Top of Supplied entries

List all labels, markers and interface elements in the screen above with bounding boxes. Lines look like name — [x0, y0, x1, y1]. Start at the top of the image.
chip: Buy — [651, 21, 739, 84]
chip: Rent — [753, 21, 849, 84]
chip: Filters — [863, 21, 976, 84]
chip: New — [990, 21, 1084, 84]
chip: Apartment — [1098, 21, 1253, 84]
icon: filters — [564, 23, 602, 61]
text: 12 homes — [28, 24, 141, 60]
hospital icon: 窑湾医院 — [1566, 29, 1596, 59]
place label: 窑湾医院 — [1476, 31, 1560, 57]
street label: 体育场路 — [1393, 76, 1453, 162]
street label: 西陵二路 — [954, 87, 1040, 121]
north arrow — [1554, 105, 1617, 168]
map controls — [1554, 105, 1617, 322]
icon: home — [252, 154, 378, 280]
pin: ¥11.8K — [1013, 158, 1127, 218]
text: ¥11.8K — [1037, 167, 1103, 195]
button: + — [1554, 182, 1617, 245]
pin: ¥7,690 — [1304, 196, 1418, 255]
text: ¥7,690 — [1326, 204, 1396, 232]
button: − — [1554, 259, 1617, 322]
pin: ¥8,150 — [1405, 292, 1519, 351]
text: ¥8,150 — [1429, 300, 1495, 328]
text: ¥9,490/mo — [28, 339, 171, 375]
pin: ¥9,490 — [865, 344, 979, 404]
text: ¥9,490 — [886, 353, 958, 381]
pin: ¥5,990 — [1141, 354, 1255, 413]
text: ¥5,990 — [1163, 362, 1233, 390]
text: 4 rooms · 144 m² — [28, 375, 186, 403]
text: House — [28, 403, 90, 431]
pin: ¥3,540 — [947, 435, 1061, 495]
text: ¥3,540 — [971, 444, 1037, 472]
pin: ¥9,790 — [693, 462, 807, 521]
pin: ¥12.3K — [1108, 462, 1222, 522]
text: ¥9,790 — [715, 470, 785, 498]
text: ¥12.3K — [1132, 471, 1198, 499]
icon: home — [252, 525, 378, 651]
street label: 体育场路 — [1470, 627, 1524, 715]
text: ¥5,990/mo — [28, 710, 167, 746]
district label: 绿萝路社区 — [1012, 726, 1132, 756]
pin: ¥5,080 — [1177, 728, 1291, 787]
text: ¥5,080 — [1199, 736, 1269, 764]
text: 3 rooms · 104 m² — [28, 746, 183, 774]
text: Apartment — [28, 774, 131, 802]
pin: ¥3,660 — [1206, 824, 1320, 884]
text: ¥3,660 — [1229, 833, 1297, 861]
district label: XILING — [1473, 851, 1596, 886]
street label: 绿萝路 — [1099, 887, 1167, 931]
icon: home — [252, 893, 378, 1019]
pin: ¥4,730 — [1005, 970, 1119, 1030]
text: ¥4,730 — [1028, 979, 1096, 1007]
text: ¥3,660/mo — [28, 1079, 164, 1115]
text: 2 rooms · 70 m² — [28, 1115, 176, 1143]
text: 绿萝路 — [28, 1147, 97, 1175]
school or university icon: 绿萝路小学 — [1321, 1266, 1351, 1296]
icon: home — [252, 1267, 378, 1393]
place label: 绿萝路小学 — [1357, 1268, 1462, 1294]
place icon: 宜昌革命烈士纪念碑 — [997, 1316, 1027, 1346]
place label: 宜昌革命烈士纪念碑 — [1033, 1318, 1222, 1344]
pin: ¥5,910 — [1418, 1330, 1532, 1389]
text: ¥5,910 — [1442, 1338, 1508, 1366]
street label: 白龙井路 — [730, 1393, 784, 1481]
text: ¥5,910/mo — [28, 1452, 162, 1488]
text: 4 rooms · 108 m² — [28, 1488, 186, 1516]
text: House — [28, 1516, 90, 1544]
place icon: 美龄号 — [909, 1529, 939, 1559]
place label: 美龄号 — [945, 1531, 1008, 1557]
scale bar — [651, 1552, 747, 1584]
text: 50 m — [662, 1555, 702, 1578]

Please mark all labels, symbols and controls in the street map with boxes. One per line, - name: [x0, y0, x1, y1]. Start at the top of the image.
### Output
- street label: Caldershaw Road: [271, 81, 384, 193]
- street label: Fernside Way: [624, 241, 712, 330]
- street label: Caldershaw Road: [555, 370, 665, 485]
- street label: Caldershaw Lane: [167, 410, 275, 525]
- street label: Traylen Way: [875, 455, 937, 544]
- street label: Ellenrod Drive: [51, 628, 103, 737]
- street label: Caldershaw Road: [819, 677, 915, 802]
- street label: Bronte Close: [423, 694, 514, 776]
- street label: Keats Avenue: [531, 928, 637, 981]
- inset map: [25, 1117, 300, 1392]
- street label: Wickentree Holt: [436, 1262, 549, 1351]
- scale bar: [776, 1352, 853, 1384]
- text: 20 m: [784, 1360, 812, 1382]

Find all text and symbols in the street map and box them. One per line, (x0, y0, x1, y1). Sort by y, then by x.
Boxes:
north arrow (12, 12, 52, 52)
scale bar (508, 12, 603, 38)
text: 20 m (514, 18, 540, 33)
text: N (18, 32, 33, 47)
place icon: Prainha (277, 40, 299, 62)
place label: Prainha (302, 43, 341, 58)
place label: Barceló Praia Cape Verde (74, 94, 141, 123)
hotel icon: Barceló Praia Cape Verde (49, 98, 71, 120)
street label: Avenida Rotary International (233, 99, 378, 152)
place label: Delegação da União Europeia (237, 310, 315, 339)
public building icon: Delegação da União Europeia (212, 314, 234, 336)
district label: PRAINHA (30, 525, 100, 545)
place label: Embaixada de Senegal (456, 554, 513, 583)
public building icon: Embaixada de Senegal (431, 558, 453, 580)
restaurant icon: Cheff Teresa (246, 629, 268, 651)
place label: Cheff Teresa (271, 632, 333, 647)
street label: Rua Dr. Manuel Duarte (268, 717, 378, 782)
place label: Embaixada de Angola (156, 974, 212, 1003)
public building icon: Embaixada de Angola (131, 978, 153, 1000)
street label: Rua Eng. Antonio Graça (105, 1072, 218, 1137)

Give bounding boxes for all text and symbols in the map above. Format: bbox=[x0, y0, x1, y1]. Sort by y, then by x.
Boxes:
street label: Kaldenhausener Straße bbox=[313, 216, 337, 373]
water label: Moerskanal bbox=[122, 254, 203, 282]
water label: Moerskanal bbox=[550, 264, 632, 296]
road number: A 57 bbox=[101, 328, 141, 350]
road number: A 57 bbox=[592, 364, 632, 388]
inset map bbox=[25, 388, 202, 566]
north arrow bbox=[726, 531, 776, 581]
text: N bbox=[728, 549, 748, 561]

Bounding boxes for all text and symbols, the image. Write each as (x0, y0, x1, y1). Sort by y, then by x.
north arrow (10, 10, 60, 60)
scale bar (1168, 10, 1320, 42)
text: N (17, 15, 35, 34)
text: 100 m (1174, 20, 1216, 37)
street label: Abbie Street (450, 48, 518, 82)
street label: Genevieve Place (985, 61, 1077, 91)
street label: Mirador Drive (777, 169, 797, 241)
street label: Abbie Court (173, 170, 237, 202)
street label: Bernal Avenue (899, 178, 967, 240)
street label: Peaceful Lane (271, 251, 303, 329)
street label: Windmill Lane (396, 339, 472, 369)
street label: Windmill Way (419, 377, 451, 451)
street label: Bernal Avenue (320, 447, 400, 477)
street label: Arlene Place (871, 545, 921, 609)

Bottom of Supplied entries

__Exercise prompt__: Only one stretch of the data above is needed. Restate it word for word, from the line containing "Please mark all" through the line containing "Find all text", both ends included.

__Reply to the task__:
Please mark all labels, symbols and controls in the street map with boxes. One per line, - name: [x0, y0, x1, y1]. Start at the top of the image.
### Output
- street label: Caldershaw Road: [271, 81, 384, 193]
- street label: Fernside Way: [624, 241, 712, 330]
- street label: Caldershaw Road: [555, 370, 665, 485]
- street label: Caldershaw Lane: [167, 410, 275, 525]
- street label: Traylen Way: [875, 455, 937, 544]
- street label: Ellenrod Drive: [51, 628, 103, 737]
- street label: Caldershaw Road: [819, 677, 915, 802]
- street label: Bronte Close: [423, 694, 514, 776]
- street label: Keats Avenue: [531, 928, 637, 981]
- inset map: [25, 1117, 300, 1392]
- street label: Wickentree Holt: [436, 1262, 549, 1351]
- scale bar: [776, 1352, 853, 1384]
- text: 20 m: [784, 1360, 812, 1382]

Find all text and symbols in the street map and box them. One per line, (x0, y0, x1, y1). Sort by y, then by x.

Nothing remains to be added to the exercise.